The need for design thinking

In recent decades, public sector organisations have been confronted with an expansion and exacerbation of wicked problems such as climate change and inequality. These issues fundamentally challenge the way public organisations operate and conventional design approaches fall short. They are increasingly seen as too technocratic, reductionist, closed, incremental, and unresponsive. 

Instead, today’s wicked problems call for more innovative, open, collaborative and iterative, design approaches. As a result, design thinking is rapidly gaining interest. Design thinking refers to the way designers from disciplines such as graphic, product, and service design think and work in order to develop innovations that improve lives. 

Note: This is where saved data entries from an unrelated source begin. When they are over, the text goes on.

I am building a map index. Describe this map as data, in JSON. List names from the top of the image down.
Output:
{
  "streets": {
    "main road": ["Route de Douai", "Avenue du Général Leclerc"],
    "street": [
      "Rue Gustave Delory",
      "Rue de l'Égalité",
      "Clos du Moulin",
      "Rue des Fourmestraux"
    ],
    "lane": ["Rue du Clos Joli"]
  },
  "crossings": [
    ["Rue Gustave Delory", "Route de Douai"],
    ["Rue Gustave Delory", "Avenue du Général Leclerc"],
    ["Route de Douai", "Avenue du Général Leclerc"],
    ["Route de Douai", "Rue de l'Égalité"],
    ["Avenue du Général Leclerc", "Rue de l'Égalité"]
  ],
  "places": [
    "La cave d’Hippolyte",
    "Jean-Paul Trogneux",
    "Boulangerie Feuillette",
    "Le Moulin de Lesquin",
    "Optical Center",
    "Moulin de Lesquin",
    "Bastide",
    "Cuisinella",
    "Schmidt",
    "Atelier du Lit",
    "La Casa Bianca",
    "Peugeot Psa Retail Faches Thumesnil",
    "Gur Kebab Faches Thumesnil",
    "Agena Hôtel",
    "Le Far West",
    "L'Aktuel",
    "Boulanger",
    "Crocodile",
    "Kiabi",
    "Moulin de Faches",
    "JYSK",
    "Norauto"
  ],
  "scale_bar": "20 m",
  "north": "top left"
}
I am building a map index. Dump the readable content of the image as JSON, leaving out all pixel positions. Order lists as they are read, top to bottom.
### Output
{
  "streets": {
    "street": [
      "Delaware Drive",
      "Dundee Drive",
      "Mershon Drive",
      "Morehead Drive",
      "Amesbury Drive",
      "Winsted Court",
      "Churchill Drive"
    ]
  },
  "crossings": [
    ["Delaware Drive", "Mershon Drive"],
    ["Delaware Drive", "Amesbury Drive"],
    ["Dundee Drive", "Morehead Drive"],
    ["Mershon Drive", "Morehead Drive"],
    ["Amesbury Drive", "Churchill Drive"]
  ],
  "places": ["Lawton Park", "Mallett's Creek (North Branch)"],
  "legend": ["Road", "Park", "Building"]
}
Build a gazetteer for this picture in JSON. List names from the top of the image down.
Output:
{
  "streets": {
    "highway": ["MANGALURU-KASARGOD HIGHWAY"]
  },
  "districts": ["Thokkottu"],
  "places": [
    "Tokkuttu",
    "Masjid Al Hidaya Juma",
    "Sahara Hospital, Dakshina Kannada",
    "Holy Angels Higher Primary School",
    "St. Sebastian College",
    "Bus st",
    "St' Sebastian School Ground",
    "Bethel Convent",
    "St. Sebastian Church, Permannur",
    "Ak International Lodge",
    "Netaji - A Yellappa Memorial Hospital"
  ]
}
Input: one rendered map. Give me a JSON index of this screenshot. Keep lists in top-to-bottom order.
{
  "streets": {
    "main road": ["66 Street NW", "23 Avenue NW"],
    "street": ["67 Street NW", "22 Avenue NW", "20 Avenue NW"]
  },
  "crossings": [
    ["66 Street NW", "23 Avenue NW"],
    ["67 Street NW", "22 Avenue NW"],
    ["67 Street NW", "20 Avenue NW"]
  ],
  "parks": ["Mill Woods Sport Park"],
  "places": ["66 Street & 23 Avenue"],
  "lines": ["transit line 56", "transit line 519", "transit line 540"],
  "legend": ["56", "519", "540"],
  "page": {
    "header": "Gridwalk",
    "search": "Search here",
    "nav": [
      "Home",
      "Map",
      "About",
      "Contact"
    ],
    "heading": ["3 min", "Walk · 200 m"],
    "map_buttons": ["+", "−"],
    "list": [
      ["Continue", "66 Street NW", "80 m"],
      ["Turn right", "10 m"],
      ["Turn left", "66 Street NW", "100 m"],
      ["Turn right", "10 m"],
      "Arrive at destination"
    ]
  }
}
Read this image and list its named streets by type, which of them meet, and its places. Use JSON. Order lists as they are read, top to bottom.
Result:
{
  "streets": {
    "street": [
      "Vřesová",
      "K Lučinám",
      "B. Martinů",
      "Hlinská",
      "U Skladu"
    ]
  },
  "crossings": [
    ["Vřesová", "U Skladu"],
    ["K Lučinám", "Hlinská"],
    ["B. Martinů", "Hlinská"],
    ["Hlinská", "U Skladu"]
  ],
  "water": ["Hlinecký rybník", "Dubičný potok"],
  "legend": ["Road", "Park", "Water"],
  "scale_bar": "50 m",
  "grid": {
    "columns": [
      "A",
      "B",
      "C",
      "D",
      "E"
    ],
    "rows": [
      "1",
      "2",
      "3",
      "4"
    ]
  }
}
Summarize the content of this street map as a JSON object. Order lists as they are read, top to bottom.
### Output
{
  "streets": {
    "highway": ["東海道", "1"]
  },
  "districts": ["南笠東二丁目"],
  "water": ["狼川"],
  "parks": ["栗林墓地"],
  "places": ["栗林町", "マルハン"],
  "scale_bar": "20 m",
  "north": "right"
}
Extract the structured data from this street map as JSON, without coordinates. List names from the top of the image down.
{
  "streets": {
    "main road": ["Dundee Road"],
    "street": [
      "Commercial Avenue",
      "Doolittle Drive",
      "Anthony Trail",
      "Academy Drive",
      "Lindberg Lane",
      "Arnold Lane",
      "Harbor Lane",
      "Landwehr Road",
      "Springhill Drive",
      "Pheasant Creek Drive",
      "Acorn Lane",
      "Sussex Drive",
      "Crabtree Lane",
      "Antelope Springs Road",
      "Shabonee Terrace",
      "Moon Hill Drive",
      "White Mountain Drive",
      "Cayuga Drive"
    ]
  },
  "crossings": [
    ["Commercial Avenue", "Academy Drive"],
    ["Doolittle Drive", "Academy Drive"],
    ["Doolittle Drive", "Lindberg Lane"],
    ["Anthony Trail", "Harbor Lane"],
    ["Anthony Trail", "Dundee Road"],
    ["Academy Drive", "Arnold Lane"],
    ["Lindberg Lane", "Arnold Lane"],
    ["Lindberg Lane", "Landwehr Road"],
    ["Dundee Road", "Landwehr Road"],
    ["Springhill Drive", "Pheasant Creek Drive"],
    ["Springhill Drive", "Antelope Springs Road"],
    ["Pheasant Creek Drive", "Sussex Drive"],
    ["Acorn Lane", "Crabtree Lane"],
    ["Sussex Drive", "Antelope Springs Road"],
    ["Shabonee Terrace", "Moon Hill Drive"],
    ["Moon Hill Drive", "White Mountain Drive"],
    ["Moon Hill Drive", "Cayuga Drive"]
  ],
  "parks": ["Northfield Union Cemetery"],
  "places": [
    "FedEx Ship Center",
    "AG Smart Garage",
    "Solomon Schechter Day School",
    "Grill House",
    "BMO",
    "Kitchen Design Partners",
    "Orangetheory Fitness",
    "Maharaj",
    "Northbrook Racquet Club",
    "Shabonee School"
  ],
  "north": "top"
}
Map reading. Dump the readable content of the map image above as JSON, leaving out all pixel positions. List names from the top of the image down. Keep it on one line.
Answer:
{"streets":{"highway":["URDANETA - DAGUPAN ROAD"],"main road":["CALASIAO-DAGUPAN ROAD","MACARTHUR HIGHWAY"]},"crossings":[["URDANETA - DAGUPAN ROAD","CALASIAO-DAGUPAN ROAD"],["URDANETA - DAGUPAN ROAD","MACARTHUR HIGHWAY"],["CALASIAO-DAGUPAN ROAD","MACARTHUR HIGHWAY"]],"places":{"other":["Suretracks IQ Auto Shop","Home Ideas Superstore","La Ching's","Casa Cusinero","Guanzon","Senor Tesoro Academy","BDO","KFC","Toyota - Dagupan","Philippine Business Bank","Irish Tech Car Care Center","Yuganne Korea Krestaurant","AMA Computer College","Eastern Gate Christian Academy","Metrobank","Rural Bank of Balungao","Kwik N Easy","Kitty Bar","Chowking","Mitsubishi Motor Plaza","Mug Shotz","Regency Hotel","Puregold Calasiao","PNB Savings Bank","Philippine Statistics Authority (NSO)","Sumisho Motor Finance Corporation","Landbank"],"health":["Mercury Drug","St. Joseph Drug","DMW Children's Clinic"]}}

Design thinking can enhance innovation, participation, and responsiveness (and thereby improve services and outcomes). For these reasons, public organisations across the globe are increasingly experimenting with design thinking. 

Applying design thinking

Design thinking is inherently open-ended, non-linear and exploratory. Effectively applying design thinking in the public sector can be problematic as it can be an awkward fit with established practices, structures and cultures. Table 1 illustrates the organisational tensions between conventional approaches and design thinking. 

 

  Conventional design  Design thinking 
Structure  Bureaucratic  Organic 
Culture  Hierarchy, stability, predictability  Autonomy, creativity, risk-taking 
Work  Standardisation  Evolutions 

Table 1: Comparison of organisational characteristics 

As can be seen, organisational characteristics often found in public organisations are fundamentally different from the characteristics associated with design thinking. These tensions can lead to resistance, rejection, and incompatibility. 

About the research

The aim of the research was to identify strategies to support the application of design thinking within a public sector context using a case study approach. Fourteen cases were pooled from the work of three design agencies in The Netherlands and Denmark – Twynstra Gudde, Ideate, and the Danish Design Center. Each agency is known as a forerunner in the field with extensive experience of applying design in a public sector context.  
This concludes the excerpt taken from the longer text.